Adiposity increases
estrogen receptor (ER)-positive postmenopausal
breast cancer risk. While mechanisms underlying this relationship are uncertain, dysregulated
sex-steroid hormone production and
insulin signaling are likely pathways. Our aim was to quantify mediating effects of fasting
insulin and free
estradiol in the adiposity and ER-positive postmenopausal
breast cancer association. We used data from a case-cohort study of
sex hormones and
insulin signaling nested within the Melbourne Collaborative Cohort Study.

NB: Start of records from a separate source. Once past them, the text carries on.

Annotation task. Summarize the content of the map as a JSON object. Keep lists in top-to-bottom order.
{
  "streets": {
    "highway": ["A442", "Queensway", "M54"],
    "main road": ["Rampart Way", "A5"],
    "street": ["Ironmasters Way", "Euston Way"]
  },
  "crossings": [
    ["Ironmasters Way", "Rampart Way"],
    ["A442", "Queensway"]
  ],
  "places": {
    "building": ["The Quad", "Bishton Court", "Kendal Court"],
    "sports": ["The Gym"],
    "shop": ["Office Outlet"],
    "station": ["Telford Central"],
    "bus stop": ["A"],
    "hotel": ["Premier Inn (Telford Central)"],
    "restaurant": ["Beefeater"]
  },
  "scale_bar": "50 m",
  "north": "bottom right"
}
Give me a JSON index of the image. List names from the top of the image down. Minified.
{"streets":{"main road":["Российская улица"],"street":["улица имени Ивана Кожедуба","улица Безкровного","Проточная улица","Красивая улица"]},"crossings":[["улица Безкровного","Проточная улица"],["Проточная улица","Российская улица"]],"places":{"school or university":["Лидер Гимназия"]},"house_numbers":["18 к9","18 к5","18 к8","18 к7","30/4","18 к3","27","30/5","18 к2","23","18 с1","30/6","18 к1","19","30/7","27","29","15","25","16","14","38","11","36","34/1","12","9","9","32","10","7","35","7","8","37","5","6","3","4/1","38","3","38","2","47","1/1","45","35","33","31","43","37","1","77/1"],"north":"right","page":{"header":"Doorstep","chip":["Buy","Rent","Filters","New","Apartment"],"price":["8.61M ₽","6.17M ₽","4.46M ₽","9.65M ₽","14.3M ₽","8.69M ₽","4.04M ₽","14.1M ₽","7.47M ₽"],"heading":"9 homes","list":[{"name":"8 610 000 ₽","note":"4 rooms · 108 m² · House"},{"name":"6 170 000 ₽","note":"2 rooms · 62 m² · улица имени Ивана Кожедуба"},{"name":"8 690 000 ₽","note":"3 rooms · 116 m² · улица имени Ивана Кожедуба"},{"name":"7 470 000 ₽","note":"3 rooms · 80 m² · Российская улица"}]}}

Eligible women, at baseline, were not diagnosed with
cancer, were postmenopausal, did not use
hormone therapy and had no history of diabetes or diabetes medication use. Women with ER-negative disease or
breast cancer diagnosis within the first follow-up year were excluded. We analyzed the study as a cumulative sampling case-control study with 149 cases and 1,029 controls. Missing values for
insulin and free
estradiol were multiply imputed with chained equations. Interventional direct (IDE) and indirect (IIE) effects were estimated using regression-based multiple-mediator approach. For women with body mass index (BMI) >30 kg/m2 compared to women with BMI 18.5-25 kg/m2 , the risk ratio (RR) of
breast cancer was 1.75 (95% confidence interval [CI] 1.05-2.91). The estimated IDE (RR) not through the mediators was 1.03 (95% CI 0.43-2.48). Percentage mediated effect through free
estradiol was 72% (IIE-RR 1.56; 95% CI 1.11-2.19). There was no evidence for an indirect effect through
insulin (IIE-RR 1.12; 95% CI 0.68-1.84; 28% mediated). Our results suggest that circulating free
estradiol plays an important mediating role in the adiposity-
breast cancer relationship but does not explain all of the association.